Estoy seguro de que muchos de vosotros ya habéis acogido a algunos de mis antecesores con este motivo en vuestras parroquias y me consta el bien que estas visitas han hecho. Por ello, después ya de tres años con vosotros, y tras ese primer contacto con la mayoría de las parroquias y realidades pastorales de nuestra diócesis, creo que ha llegado el momento oportuno de iniciar la visita pastoral a toda nuestra Iglesia placentina, comenzando por el arciprestazgo de la Vera.
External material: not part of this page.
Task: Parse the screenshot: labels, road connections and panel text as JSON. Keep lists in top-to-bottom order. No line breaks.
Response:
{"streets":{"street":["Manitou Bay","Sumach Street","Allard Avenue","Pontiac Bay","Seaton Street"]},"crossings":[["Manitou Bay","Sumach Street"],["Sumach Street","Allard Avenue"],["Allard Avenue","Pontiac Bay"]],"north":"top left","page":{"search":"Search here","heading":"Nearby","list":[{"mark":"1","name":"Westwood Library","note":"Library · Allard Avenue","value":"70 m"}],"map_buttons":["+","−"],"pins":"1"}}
Sé que llevará tiempo y unos cuantos cursos poder recorrer toda la geografía diocesana; no obstante, mi deseo es realizarla con paz y serenidad suficiente para poder vivir con intensidad este acontecimiento de gracia que me llena de gran alegría.
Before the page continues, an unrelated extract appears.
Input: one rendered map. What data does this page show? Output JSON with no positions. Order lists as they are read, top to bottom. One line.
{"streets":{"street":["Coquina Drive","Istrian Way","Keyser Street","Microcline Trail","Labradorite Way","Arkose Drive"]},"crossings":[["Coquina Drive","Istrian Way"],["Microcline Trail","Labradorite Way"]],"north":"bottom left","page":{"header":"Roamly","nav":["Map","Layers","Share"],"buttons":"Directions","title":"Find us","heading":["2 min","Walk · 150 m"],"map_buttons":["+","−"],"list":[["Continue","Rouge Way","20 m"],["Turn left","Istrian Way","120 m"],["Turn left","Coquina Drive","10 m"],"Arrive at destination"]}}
No se trata de un mero trámite administrativo, burocrático o de control. No voy a vosotros como gestor, sino como pastor y sucesor de los Apóstoles, que siente la necesidad de conoceros, de estar y orar con vosotros, de confirmaros en la fe. También los Apóstoles visitaban las comunidades que habían fundado. Hermosas son las palabras de Pablo: “Tengo ganas de veros, para comunicaros algún don espiritual que os fortalezca; para confortarnos mutuamente en la fe común: la vuestra y la mía” (Rom 1, 11-12). Quiero, ante todo, escucharos y conocer de primera mano el calor de vuestra fe, la ilusión y el ardor con que la transmitís, vuestros proyectos e iniciativas, así como las dificultades que encontráis para vivirla y, de ese modo, poder alentarnos y apoyarnos. Es, sin duda, una ocasión propicia para fomentar la comunión y la corresponsabilidad en nuestra Iglesia diocesana, crear lazos, revitalizar nuestras comunidades y, con la mirada puesta en la misión, renovarnos e impulsar nuestra acción pastoral, no encerrados en nosotros mismos, sino comprometidos en un mismo Proyecto Diocesano. Es una oportunidad genial para revisar juntos el camino que vamos recorriendo y poder agradeceros en persona vuestra entrega. La visita pastoral da sentido y fuerza al ministerio episcopal, pues, como decía san Agustín, “con vosotros soy cristiano y para vosotros soy obispo”. Sin ese cálido encuentro no sería posible mi ministerio, que siempre está a vuestro servicio.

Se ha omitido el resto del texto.